== Material for the task ==
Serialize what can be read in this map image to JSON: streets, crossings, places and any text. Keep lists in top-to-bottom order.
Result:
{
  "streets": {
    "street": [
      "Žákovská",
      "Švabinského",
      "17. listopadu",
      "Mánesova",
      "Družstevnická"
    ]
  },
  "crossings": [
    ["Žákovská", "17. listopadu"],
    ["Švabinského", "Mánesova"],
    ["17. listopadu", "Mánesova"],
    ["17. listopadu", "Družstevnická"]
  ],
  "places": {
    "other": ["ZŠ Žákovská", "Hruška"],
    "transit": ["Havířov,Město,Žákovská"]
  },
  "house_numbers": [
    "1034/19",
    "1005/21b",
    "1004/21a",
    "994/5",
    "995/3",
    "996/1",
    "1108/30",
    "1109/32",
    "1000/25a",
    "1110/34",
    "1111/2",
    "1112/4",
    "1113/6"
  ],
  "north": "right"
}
===
== Material for the task ==
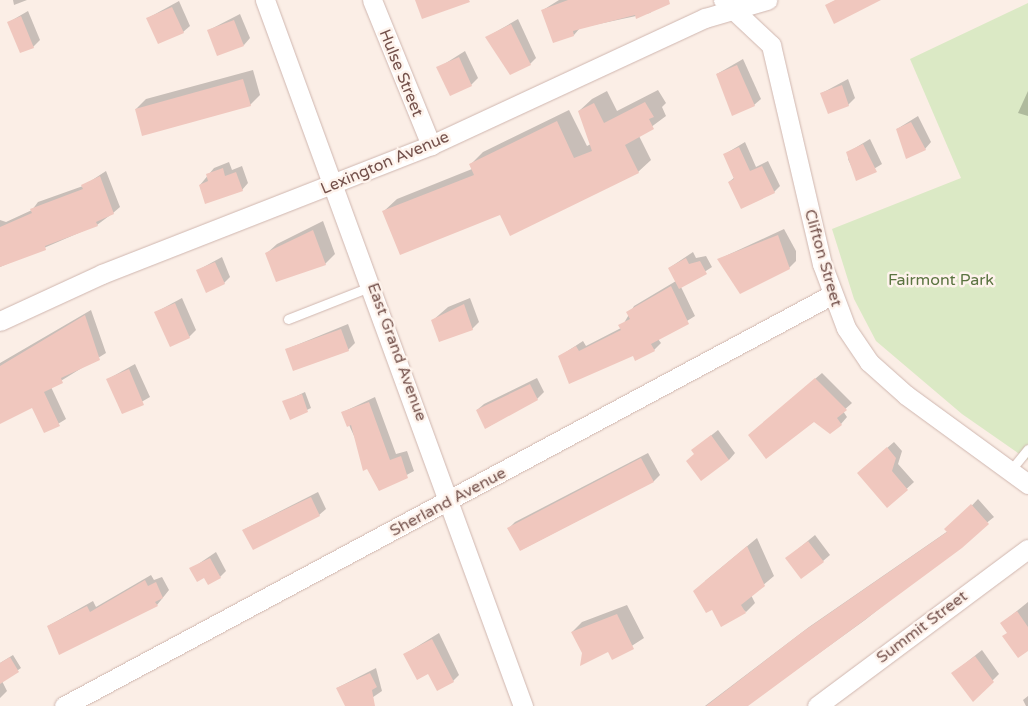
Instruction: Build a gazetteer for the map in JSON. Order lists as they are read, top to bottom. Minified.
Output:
===
Directions: Wherever the word "bottom" appears in the listing, copy the line that holds it.

Task output:
Serialize what can be read in this map image to JSON: streets, crossings, places and any text. Keep lists in top-to-bottom order.
Instruction: Build a gazetteer for the map in JSON. Order lists as they are read, top to bottom. Minified.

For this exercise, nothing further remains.